== Task statement ==
Only the lines from the start of the data through the line with "filter:drop-shadow(0 0 2px" belong in the copy. Restate them word for word, minus the pictures.

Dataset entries
________
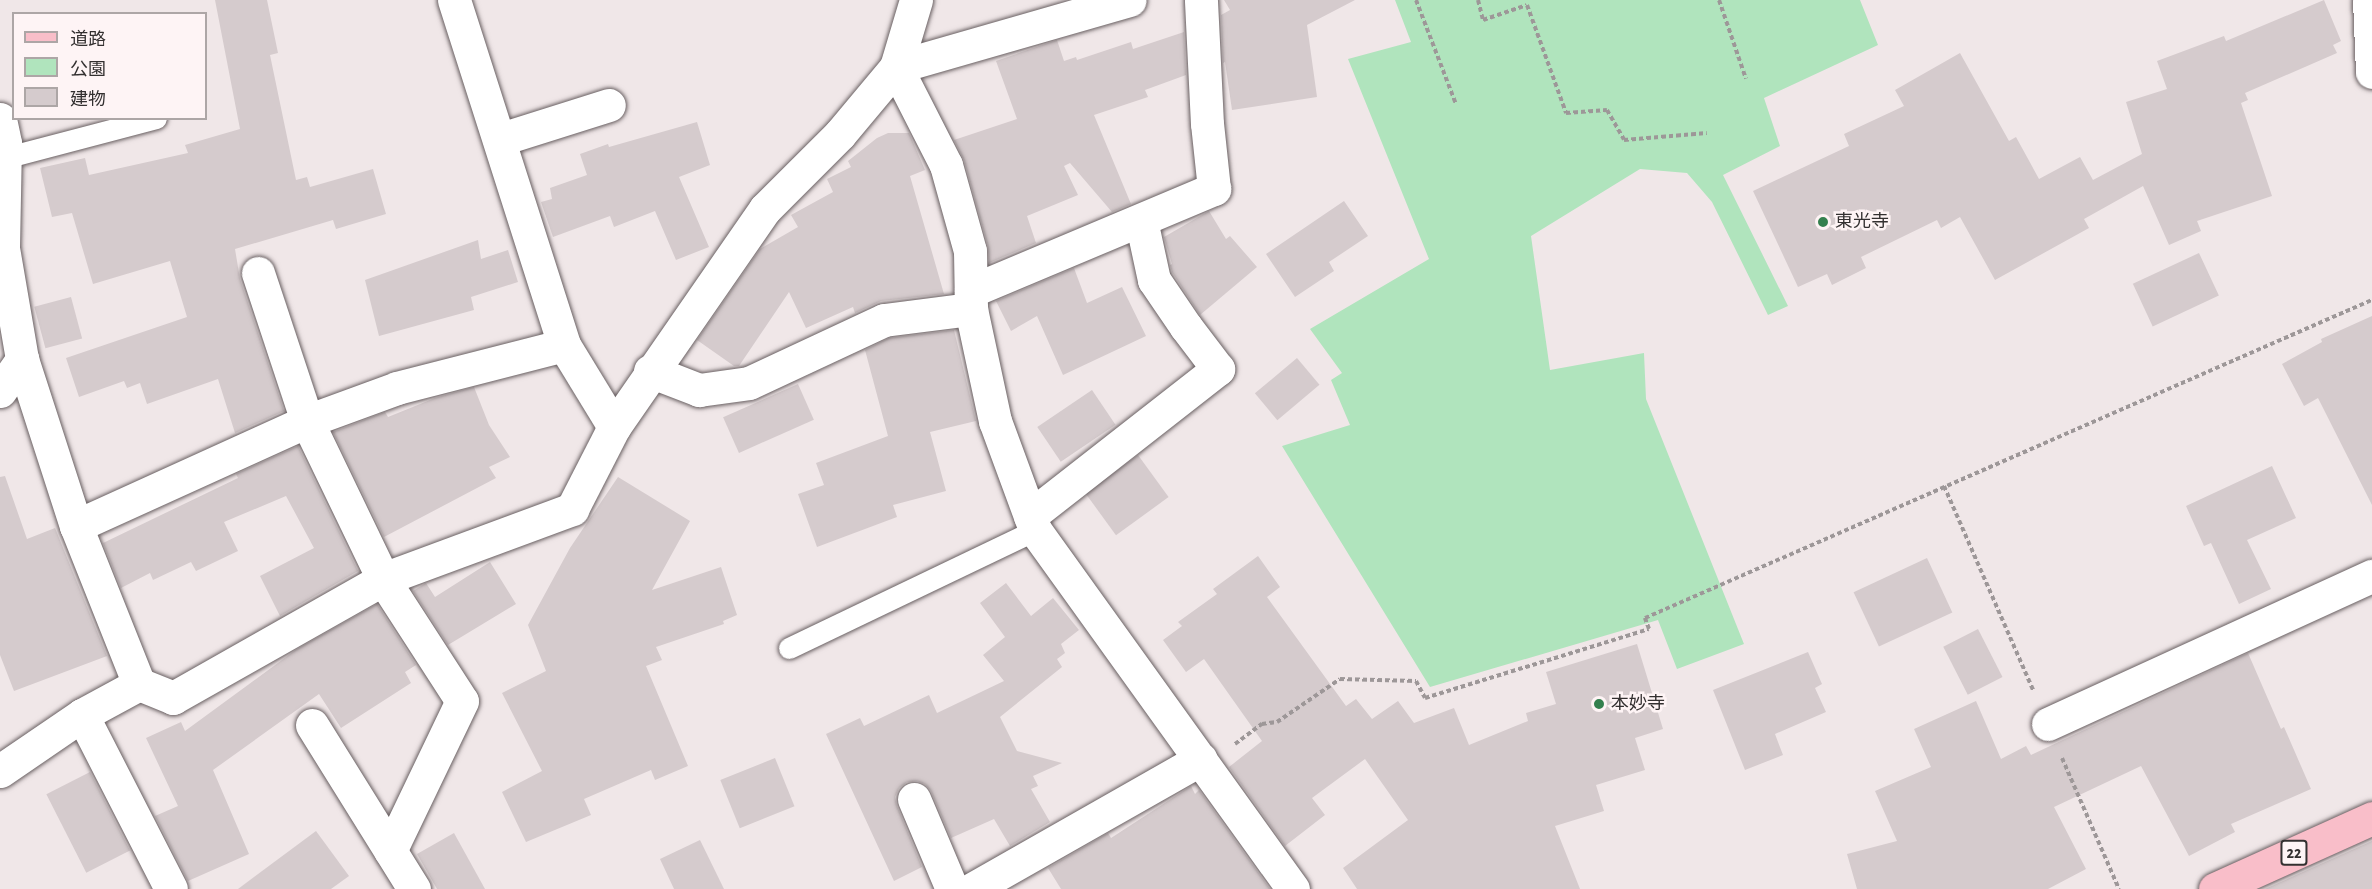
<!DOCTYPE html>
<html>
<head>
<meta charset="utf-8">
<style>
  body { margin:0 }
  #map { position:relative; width:2372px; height:889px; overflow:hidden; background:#f0e7e8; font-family:"Alegreya Sans","Noto Sans JP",sans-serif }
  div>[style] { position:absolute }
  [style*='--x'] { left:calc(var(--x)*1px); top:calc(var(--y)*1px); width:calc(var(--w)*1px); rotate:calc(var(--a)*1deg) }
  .green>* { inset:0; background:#b0e4bd }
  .building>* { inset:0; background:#d5cbcd; transform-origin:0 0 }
  .path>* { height:4px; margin-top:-2px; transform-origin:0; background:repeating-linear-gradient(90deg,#9d9798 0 4.5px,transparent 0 7.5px) }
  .roads { filter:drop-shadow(0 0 2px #685f61) drop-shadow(0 0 2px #685f61) }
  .lane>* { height:21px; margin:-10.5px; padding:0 10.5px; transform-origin:10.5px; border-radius:10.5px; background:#fff }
  .street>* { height:33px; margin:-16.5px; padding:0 16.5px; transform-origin:16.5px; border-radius:16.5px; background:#fff }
  .primary>* { height:33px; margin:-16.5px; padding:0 16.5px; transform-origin:16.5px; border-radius:16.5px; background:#f9bec9 }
  .dots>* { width:16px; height:16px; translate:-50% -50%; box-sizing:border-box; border:3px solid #fef4f5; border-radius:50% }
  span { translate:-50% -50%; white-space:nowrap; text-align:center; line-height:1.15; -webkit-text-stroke:5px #fef4f5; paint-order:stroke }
  .shield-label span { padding:2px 4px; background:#fef4f5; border:2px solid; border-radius:4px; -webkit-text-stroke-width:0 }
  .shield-label { font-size:16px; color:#333030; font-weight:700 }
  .poi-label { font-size:18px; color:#333030 }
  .left { translate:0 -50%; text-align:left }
  .legend { position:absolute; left:12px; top:12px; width:195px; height:108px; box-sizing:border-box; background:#fef4f5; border:2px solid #ada6a6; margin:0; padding:8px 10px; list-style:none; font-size:18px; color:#333030 }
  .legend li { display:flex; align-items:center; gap:12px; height:30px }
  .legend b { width:30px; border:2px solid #ada6a6 }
</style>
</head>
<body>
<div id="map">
  <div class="green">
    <i style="clip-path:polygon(1395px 0,1860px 0,1878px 45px,1764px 98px,1780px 146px,1723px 175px,1788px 306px,1768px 315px,1712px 202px,1687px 173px,1640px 169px,1531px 236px,1550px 370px,1644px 353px,1646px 399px,1744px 644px,1677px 669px,1658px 620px,1430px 687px,1282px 446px,1350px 425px,1331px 380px,1342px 373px,1310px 329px,1429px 259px,1348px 59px,1411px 42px)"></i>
  </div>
  <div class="building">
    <i style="clip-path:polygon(215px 0,267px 0,278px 53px,270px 55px,296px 180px,307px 177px,310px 187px,373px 169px,386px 214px,336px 229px,333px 220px,235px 249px,240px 279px,284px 411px,235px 433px,218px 379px,147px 404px,140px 383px,127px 388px,124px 381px,79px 397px,66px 358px,187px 317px,170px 261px,93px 284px,72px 213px,52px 217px,40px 168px,85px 158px,89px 175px,188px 153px,185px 145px,240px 129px)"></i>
    <i style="clip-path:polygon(1224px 0,1355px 0,1307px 25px,1317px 97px,1232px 110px,1225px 62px,1223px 63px,1221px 15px,1230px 10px)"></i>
    <i style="clip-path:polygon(2324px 0,2341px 41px,2333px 45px,2337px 53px,2245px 93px,2248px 100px,2241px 103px,2272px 196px,2197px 221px,2201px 231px,2169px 245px,2143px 186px,2084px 219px,2089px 228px,1995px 280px,1960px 217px,1941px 228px,1937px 220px,1861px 257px,1866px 268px,1832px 285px,1827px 274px,1798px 287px,1753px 191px,1849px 146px,1844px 134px,1904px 106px,1895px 90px,1960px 53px,2009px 141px,2016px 137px,2039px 179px,2080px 157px,2093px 180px,2142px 154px,2126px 102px,2167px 89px,2157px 61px,2224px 36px,2226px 41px)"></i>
    <i style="clip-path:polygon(1184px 32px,1186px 75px,1145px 90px,1148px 97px,1094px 115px,1131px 204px,1112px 212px,1070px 163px,1064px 166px,1078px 195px,1027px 216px,1036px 243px,989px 263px,988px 246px,964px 160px,954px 140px,1017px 119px,996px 61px,1057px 40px,1064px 61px,1076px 57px,1077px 60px,1131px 42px,1133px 49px)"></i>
    <i style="clip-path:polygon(697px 122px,710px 165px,679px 177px,709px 247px,676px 260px,655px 211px,614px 227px,610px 216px,553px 237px,541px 202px,552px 199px,550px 188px,587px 175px,580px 154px,608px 144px,609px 147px)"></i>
    <i style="clip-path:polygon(888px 133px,909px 133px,925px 170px,910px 176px,944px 294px,881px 301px,855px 313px,853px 307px,806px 328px,789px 292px,739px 366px,734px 366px,697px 340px,760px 249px,798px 227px,791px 215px,833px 192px,827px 179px,851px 167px,848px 161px,877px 138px)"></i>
    <i style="clip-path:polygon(1344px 201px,1368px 236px,1329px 262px,1334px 271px,1295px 297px,1266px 254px)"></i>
    <i style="clip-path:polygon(1209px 211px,1226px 239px,1230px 236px,1257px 267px,1200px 315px,1172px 272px,1170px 265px,1172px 264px,1164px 237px)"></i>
    <i style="clip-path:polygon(478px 240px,481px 259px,508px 250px,518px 282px,471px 297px,474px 310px,379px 336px,365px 280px)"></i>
    <i style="left:2199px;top:253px;width:47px;height:73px;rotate:65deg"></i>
    <i style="clip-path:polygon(1074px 268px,1087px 303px,1122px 287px,1146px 336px,1063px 375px,1037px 316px,1011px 331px,996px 301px)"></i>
    <i style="left:71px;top:297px;width:43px;height:38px;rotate:75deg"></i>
    <i style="clip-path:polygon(2372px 316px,2372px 505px,2318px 398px,2304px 406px,2282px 364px,2322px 342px,2321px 339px)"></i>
    <i style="clip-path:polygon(954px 330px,976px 421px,930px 432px,946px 491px,893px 505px,897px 517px,817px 547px,798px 494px,824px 485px,816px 463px,888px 436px,865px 350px,889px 338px)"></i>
    <i style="left:1297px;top:358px;width:35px;height:55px;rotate:50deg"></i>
    <i style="left:798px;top:384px;width:39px;height:82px;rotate:66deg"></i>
    <i style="clip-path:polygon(474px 387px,489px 425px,510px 457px,489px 467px,496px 478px,384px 537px,333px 432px,385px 412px,388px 417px,435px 398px)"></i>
    <i style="left:1092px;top:390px;width:42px;height:66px;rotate:56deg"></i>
    <i style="clip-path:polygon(298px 446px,358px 571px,280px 616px,260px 576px,314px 548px,286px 496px,224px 522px,238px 551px,196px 571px,191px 562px,153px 580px,150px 573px,121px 588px,103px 543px,238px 478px,236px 474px)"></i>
    <i style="left:1138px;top:455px;width:52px;height:65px;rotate:54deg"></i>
    <i style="clip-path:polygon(2272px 466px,2296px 518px,2247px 540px,2271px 589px,2239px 604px,2211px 543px,2204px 546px,2186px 506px)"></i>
    <i style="clip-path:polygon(5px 476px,27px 539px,55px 528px,107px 656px,14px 691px,0 655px,0 477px)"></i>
    <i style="clip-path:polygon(618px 477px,690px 521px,652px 590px,721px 567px,737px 615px,723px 621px,724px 624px,656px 647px,662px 660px,646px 666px,688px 766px,655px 780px,651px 770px,584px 799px,591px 815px,526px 842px,502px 792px,542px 771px,502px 693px,546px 671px,528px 625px,570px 548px)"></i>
    <i style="clip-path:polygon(1258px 556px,1280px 587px,1267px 597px,1346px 706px,1356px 699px,1372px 719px,1398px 701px,1414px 723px,1454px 708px,1469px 745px,1528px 721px,1526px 713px,1556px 704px,1546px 672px,1637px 644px,1663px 729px,1635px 738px,1645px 770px,1596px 785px,1604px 811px,1555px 826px,1580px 889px,1357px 889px,1343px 868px,1408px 820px,1365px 759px,1312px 798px,1325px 815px,1285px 846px,1229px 767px,1262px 741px,1204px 659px,1186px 672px,1163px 640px,1182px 626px,1178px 622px,1217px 594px,1213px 589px)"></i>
    <i style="left:1927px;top:558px;width:60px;height:81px;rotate:65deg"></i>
    <i style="clip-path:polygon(490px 562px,516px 604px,448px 645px,413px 591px,426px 583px,435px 597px)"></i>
    <i style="clip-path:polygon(1006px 583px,1031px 616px,1053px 598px,1079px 630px,1061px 644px,1065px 653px,1057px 659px,1062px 667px,1000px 717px,1017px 751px,1062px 763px,1033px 776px,1038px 786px,1031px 789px,1050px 822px,1010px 846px,994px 819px,951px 838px,931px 791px,925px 784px,917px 781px,907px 782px,899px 788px,895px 797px,897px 806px,922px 867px,894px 881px,826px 734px,860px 718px,864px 726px,929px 695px,937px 713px,1004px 681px,983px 655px,1005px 637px,980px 603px)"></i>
    <i style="clip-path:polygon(377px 604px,416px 665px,405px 672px,411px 683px,341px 728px,319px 694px,213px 770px,249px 854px,188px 881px,155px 816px,178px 806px,146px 738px,181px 722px,185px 731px,297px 649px)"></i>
    <i style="left:1978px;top:629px;width:54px;height:39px;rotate:63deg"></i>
    <i style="clip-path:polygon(1808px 652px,1822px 684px,1815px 688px,1826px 712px,1775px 734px,1783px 755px,1745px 770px,1713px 690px)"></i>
    <i style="clip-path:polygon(2248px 653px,2281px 729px,2284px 727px,2311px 789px,2231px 824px,2235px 832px,2189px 856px,2141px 766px,2054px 807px,2086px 869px,2048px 889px,1857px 889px,1847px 854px,1897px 841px,1875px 791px,1931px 767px,1914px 729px,1976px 701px,2001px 759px,2026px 746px,2031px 755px)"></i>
    <i style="left:775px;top:758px;width:52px;height:59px;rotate:68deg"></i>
    <i style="left:90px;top:772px;width:88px;height:49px;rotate:63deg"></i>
    <i style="clip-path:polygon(1191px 786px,1195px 794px,1199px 790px,1270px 889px,1061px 889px,1048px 868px,1108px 833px,1111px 838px)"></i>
    <i style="clip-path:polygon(316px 831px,349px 876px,331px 889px,238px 889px)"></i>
    <i style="clip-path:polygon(454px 833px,485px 889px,437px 889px,417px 854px)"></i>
    <i style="clip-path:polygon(700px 840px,724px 889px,674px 889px,660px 859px)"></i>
    <i style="clip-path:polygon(2372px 841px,2372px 889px,2265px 889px)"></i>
  </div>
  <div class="path">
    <i style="--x:1416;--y:0;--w:111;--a:69"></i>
    <i style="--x:1478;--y:0;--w:21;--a:76"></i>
    <i style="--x:1483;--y:20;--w:46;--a:-18.8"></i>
    <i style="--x:1527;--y:5;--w:115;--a:70.1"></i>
    <i style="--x:1566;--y:113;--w:41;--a:-4.2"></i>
    <i style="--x:1607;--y:110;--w:34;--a:60"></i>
    <i style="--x:1624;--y:140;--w:83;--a:-4.8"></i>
    <i style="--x:1719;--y:0;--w:83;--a:71.1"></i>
    <i style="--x:1944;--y:486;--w:223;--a:66.4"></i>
    <i style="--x:1235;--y:744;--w:34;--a:-37"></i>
    <i style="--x:1262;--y:724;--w:15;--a:-8"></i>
    <i style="--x:1277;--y:722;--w:76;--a:-34.3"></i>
    <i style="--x:1340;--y:679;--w:76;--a:1.5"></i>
    <i style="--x:1416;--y:681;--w:19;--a:62"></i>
    <i style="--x:1425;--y:698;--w:234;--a:-17.1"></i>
    <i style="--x:1649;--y:629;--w:12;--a:-110"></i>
    <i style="--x:1645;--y:618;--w:794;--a:-23.63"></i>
    <i style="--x:2062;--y:758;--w:143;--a:66.5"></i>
  </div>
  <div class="roads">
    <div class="lane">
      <i style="--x:4;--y:158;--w:157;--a:-14.7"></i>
      <i style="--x:789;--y:648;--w:273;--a:-25.6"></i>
    </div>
    <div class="street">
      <i style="--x:454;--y:0;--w:362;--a:72.3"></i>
      <i style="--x:564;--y:345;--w:96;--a:58.6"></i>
      <i style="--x:2369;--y:0;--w:72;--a:87.6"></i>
      <i style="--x:896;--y:67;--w:110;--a:63"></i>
      <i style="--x:946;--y:165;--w:89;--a:74.4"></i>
      <i style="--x:970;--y:251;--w:58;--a:89"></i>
      <i style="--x:971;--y:309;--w:115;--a:77.9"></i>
      <i style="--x:995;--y:421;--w:116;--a:69.8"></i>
      <i style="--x:1035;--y:530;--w:442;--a:54.3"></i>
      <i style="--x:896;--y:67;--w:243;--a:-16"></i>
      <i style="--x:0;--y:119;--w:25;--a:78"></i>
      <i style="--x:5;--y:143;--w:105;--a:91.1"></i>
      <i style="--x:3;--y:248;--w:113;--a:80.3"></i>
      <i style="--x:22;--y:359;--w:176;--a:72.1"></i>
      <i style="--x:76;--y:526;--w:170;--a:68.3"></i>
      <i style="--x:139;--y:684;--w:37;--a:22"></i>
      <i style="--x:173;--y:698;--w:241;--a:-29.5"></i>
      <i style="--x:383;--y:579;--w:202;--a:-20.3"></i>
      <i style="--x:572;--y:509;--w:92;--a:-62.9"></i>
      <i style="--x:614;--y:427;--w:265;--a:-55.3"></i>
      <i style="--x:765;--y:209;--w:106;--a:-45"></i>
      <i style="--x:840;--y:134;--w:87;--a:-50.1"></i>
      <i style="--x:896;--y:67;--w:70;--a:-73.4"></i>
      <i style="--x:501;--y:139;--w:113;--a:-17.5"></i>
      <i style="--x:258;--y:273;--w:156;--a:71.7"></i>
      <i style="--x:307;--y:421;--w:175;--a:64.3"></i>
      <i style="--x:383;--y:579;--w:145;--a:57.1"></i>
      <i style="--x:462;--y:701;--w:166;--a:115.6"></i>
      <i style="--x:971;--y:291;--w:264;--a:-22.8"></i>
      <i style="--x:1214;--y:189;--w:65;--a:-96.1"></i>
      <i style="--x:1207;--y:124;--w:124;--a:-92.8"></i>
      <i style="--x:650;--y:371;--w:53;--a:21.2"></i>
      <i style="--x:699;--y:390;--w:50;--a:-8"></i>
      <i style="--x:749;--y:383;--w:149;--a:-25"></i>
      <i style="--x:884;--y:320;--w:88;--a:-7.2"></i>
      <i style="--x:0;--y:391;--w:39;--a:-55"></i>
      <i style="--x:1030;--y:516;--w:239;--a:-38"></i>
      <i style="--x:1218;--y:369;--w:53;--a:-127.3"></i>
      <i style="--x:1186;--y:327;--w:57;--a:-124.2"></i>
      <i style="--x:1154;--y:280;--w:61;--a:-102.2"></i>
      <i style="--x:76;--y:526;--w:254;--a:-24.4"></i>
      <i style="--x:307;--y:421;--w:96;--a:-20.1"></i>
      <i style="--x:397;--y:388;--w:172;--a:-14.4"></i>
      <i style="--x:82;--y:715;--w:195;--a:62.9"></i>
      <i style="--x:2048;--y:724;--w:356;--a:-24.6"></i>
      <i style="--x:312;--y:725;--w:193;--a:58.1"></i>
      <i style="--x:0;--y:771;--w:99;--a:-34.3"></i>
      <i style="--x:82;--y:715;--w:65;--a:-28.5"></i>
      <i style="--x:914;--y:799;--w:98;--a:67.1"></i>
      <i style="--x:972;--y:889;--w:263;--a:-29.6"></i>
    </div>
    <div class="primary">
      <i style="--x:2215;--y:889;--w:172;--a:-24.3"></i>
    </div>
  </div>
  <div class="dots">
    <i style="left:1823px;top:222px;background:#34804e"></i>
    <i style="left:1599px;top:704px;background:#34804e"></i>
  </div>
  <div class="shield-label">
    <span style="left:2294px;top:853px">22</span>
  </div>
  <div class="poi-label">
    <span class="left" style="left:1835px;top:222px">東光寺</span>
    <span class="left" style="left:1611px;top:704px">本妙寺</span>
  </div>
  <ul class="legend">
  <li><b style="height:8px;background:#f9bec9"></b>道路</li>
  <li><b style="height:16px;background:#b0e4bd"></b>公園</li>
  <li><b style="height:16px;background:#d5cbcd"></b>建物</li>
  </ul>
</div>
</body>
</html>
________
== Solved problem ==
<!DOCTYPE html>
<html>
<head>
<meta charset="utf-8">
<style>
  body { margin:0 }
  #map { position:relative; width:2372px; height:889px; overflow:hidden; background:#f0e7e8; font-family:"Alegreya Sans","Noto Sans JP",sans-serif }
  div>[style] { position:absolute }
  [style*='--x'] { left:calc(var(--x)*1px); top:calc(var(--y)*1px); width:calc(var(--w)*1px); rotate:calc(var(--a)*1deg) }
  .green>* { inset:0; background:#b0e4bd }
  .building>* { inset:0; background:#d5cbcd; transform-origin:0 0 }
  .path>* { height:4px; margin-top:-2px; transform-origin:0; background:repeating-linear-gradient(90deg,#9d9798 0 4.5px,transparent 0 7.5px) }
  .roads { filter:drop-shadow(0 0 2px #685f61) drop-shadow(0 0 2px #685f61) }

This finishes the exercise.